The retail and food service layoffs affecting lower-wage workers create different but equally serious challenges. A worker earning $28,000 annually in retail or food service loses 20% or more of household income through job loss, often triggering cascading consequences: eviction risk, inability to afford childcare (eliminating ability to work other jobs), transportation insecurity, and health deterioration. The psychological and community health impacts of persistent layoff activity—uncertainty about employment security, elevated stress, disrupted social connections through workplace loss—create long-term health consequences that public health systems struggle to address.
Jacksonville's infrastructure investments and business recruitment efforts must contend with an underlying reality: the city's traditional employment base in finance, insurance, banking, and logistics is experiencing long-term structural contraction. Companies are not moving headquarters away from Jacksonville; rather, the headquarters that remain are operating with smaller local workforces as remote work, automation, and consolidation reduce on-site employment. New job creation in healthcare, professional services, and technology has not offset the losses in traditional sectors, suggesting that workforce retraining and new industry attraction remain inadequate responses to documented displacement.
The Unresolved Challenge: Structural Mismatch Between Displacement and Opportunity
Jacksonville faces a fundamental labor market challenge: the sectors experiencing the largest absolute employment loss are precisely those that historically provided stable, middle-income employment for workers without advanced credentials. The 85 finance notices, 61 manufacturing notices, and 43 retail notices total 189 notices affecting approximately 19,000 workers.
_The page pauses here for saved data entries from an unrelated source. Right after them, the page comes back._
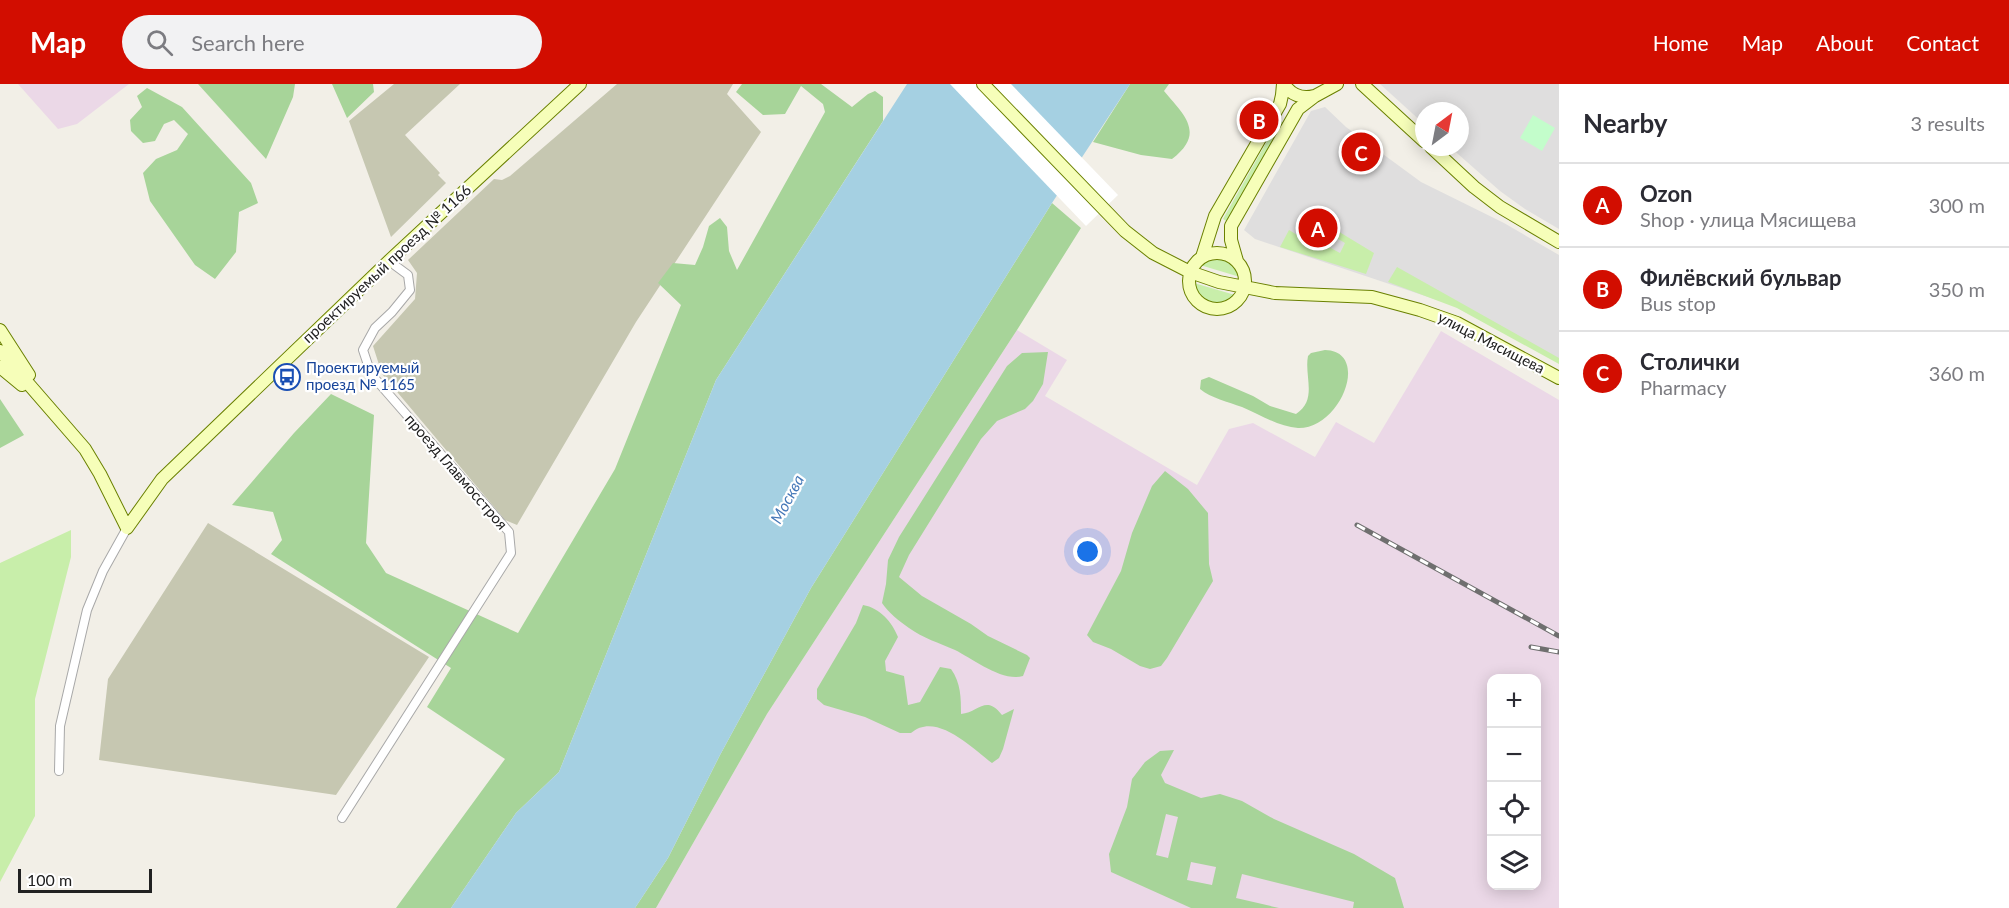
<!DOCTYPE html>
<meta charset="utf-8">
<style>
body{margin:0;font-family:Lato,sans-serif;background:#f2f2f3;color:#2b2b33}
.controls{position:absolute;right:18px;bottom:18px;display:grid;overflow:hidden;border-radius:12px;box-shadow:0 3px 15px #0003}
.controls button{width:54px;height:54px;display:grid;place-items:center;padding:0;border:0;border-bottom:2px solid #e1e1e2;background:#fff;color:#2b2b33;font:30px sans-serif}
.compass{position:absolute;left:1415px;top:18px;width:54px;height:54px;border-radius:50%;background:#fff;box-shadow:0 3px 15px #0003;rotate:32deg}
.scale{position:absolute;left:18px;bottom:15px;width:134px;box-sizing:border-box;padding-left:6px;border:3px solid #212121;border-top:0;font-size:16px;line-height:21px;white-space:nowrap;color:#212121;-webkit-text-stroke:4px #fff;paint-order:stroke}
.you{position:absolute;left:1088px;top:468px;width:21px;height:21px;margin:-15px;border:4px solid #fff;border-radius:50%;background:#1a73e8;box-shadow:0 0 0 9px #1a73e833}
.badge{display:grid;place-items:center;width:39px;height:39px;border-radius:50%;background:#d20d00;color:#fff;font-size:20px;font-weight:700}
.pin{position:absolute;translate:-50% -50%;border:3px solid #fff;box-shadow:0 2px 6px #0006}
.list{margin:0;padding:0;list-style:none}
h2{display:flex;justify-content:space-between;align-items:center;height:78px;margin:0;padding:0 24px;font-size:26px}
h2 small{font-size:20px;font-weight:400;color:#7c7c81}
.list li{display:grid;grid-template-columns:39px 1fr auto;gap:18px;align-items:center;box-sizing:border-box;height:84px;padding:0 24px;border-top:2px solid #e1e1e2}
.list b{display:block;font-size:22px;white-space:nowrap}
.list p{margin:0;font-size:20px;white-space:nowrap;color:#7c7c81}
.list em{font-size:20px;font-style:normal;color:#7c7c81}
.icon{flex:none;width:33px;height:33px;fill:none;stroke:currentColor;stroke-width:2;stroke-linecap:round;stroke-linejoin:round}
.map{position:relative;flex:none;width:1559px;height:824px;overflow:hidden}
header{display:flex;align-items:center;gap:36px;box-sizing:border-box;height:84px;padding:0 30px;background:#d20d00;color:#fff}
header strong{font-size:28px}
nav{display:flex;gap:33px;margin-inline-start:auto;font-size:21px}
.search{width:420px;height:54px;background:#f2f2f3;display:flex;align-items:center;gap:15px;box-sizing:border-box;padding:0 21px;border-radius:33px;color:#7c7c81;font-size:22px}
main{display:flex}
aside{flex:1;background:#fff}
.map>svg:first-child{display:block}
.residential{fill:#dfdede}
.industrial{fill:#ebd8e7;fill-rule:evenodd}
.construction{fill:#c6c7b1}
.grass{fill:#c8eeaa}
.forest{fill:#a7d499;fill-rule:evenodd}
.park{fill:#c3fdcb}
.water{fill:#a5d0e2}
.pier{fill:#fff}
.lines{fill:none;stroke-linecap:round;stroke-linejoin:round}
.street-casing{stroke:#a8a8a8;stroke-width:10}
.secondary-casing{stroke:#6a8000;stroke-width:14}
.street{stroke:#fff;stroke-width:8}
.secondary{stroke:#f6feb9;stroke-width:12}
.rail-casing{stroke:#6f6f6f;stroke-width:5}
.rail{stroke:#fff;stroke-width:3;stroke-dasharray:9;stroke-linecap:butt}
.labels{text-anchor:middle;stroke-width:4.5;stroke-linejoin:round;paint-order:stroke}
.street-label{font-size:15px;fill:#212121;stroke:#fff}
.transit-label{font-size:15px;fill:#164399;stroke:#fff;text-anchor:start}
.water-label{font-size:16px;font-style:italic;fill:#4578b8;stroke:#fff}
</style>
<header>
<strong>Map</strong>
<div class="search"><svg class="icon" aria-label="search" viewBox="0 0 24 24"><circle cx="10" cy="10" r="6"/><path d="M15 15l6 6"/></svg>Search here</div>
<nav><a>Home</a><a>Map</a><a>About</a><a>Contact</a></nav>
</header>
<main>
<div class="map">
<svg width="1559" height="824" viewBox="0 0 1559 824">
<rect width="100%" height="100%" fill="#f2efe7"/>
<path class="residential" d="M1380,0H1559V145L1525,125L1500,107L1450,63H1460V27H1424V40Z
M1325,23L1346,43L1421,98L1504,139L1559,171V279L1452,221L1255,155L1244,146L1311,27Z"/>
<path class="industrial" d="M18,0H129L77,40L58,45Z
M1017,246L1067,276L1045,312L1197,401L1229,345L1253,339L1315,373L1336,338L1374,359L1441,247L1559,316V824H656L767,630ZM1492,594H1536V802H1492Z"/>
<path class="construction" d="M394,0H460L405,51L440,89L438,91L446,99L391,153L349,37Z
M617,0H733L727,10L761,48L636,238L517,441L505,436L382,290L373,262L415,215L417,189L408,176L494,95L502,96L510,92Z
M208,439L429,573L336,711L99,676L108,595Z"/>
<path class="grass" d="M1279,36L1284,39L1228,138L1223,135Z
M1289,146L1320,165H1325L1327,162L1340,169L1345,159L1333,152L1336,146L1374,169L1366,190L1280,163Z
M1220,174L1232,179L1240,193L1200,181L1210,175Z
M1397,183L1559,274V280L1457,224L1388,198Z
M1194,199L1235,211C1220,226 1199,219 1194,199Z
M71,446V473L35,615V732L0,798V479Z"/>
<path class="forest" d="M198,0H295L293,13L266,75Z
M332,0H373L374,8L347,34Z
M742,0H821L852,23L868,10L875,7L883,13V37L716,296L559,688L516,729L451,824H396L505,675L427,623L451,584L271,470L282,456L273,428L232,421L294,349L331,310L374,331L366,459L386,489L518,549L615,385L681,221L658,199L673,179L695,181L703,163L709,142L720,134L727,143L729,167L737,186L825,28L823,20L801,2L785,30L763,31L736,8Z
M1130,0H1169L1164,7C1184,31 1206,49 1172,75L1141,71L1093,58Z
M147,4L182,23L251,99L258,119L239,128L236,168L215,195L195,181L150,117L143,89L156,75L177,66L188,50L174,36L164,40L155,57L143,59L131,47L130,36L142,23L137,12Z
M1052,119L1081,144L1017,246L767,630L656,824H635L668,774L720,671L811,504Z
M1325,266C1371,267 1341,345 1298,344C1279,343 1259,330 1242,323C1228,318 1211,314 1200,305L1201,296L1209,293L1253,312L1270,322L1296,330C1318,316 1304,292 1308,272L1311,269Z
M1048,268L1043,300L1033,317L1025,325L997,337L981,355L909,471L899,493L922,512L971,540L988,552L1027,571L1030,574L1023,592C1002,598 973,575 955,566C939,559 923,554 909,544C899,537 889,529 882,519L886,500L888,476L899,453L1007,282L1022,269Z
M0,315L24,351L0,364Z
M1165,387L1188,405L1208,429L1209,480L1213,497L1167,574L1161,582L1150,585L1140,582L1111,565L1093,558L1087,551L1121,487L1132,449L1152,402Z
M863,521C880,524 892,538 898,553L885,577L886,587L904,592L908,621L920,618L940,583L951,585C961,599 961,614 961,630C979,628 986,610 1002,631L1014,625L1003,665L999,674L992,679C972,664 936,627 911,649H900L865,633L824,621L817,615V605L856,539Z
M1174,666L1161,691L1165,699L1201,714L1220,710L1242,717L1274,735L1354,770L1395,794L1404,824H1353L1354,818L1242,790L1236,814L1279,824H1191L1111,788L1109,770L1127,723L1132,695L1145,678L1160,667ZM1166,730L1178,733L1168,774L1156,771ZM1191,778L1216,783L1212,801L1187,796Z"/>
<path class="park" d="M1533,31L1555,44L1542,67L1520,54Z"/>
<path class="water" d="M907,0H1130L1052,119L811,504L720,671L668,774L635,824H451L516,729L559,688L716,296Z"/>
<path class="pier" d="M950,0H1011L1118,111L1086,142Z"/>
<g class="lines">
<defs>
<path id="street" d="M59,687L60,642L87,526L103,487L127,444
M342,734L511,469L509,448L371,290L363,266L375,244L392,228L410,206L408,191L389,177"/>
<path id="secondary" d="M983,0L1125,147L1153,169L1190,188L1219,198L1275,209L1372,213L1420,226L1457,239L1559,294
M1284,0C1291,11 1302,15 1314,12
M1362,0L1424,57
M1431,63L1474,103L1500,123L1559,158
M1189 197a28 28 0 1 1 56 0a28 28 0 1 1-56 0Z
M1202,173L1215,132L1280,20L1282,11L1283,0
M1237,177L1231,156V142L1298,25L1315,12L1337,0
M0,246L29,291
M0,267L85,365L100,390L127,444L162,395L389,177L580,0
M0,283L22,301"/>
</defs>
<use href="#street" class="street-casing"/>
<use href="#secondary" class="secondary-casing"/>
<use href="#street" class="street"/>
<use href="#secondary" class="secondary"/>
<defs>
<path id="rail" d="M1357,441L1559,552
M1531,563L1559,568"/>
</defs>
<use href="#rail" class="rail-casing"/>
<use href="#rail" class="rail"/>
</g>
<defs>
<symbol id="bus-ring" viewBox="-11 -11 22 22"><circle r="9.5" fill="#fff" stroke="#1a4fb4" stroke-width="1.5"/><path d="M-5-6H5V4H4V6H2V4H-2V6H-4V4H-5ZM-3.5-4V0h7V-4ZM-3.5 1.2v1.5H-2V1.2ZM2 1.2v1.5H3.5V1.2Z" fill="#1a4fb4"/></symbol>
</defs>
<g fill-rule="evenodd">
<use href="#bus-ring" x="272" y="278" width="30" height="30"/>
</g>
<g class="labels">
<g class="street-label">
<text transform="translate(387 180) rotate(-43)" y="5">проектируемый проезд № 1166</text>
<text transform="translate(1491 259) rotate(27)" y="5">улица Мясищева</text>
<text transform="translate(456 388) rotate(49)" y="5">проезд Главмосстроя</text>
</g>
<g class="transit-label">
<text x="306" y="289">Проектируемый<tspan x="306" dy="17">проезд № 1165</tspan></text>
</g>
<g class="water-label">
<text transform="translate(787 415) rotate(-62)" y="6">Москва</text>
</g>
</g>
</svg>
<div class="controls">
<button>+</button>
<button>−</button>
<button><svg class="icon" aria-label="locate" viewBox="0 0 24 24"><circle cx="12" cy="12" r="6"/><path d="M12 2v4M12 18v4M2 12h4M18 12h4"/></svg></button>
<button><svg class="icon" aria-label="layers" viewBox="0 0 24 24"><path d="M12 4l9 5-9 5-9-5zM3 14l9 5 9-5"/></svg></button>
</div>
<svg class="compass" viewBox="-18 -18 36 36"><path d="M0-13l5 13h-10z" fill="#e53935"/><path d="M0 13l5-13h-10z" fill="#7c7c81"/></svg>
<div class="scale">100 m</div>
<div class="you"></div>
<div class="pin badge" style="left:1318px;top:144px">A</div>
<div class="pin badge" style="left:1259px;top:36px">B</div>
<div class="pin badge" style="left:1361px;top:68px">C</div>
</div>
<aside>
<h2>Nearby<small>3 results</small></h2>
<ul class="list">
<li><span class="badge">A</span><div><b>Ozon</b><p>Shop · улица Мясищева</p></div><em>300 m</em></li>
<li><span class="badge">B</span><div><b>Филёвский бульвар</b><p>Bus stop</p></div><em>350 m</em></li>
<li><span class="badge">C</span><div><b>Столички</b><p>Pharmacy</p></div><em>360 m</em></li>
</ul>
</aside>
</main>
The sectors growing (healthcare, professional services, IT) require either specific credentials (healthcare licensing, advanced degrees for professional services and IT) or have themselves experienced significant layoff activity (IT's 40 notices despite sector growth).
The H-1B data adds complexity: Florida employers are hiring thousands of workers on temporary visas for IT and professional services roles, potentially at wage points that do not match displaced domestic workers' salary expectations and experience. A 50-year-old finance professional earning $70,000 faces real obstacles in transitioning to IT roles at $71,656 average H-1B programmer salaries, even before confronting age bias and credential gaps.
Jacksonville's layoff economy has become self-sustaining. Persistent workforce displacement depresses consumer confidence and spending, reducing retail and hospitality demand, generating additional layoffs in those sectors. Company headquarters reduce local employment, reducing demand for professional services, office space, and logistics services, generating further contraction. The acceleration in recent years—24 notices in 2025 compared to historical averages of 14.5—documents that this dynamic has intensified.
The challenge for Jacksonville's economic development and workforce policy is not cyclical recovery but structural adaptation: managing the transition from a labor market historically anchored in finance and logistics toward a workforce composition emphasizing healthcare, specialized services, and technology—while simultaneously providing genuine pathways for displaced workers to transition to these new sectors, rather than remaining unemployed or underemployed.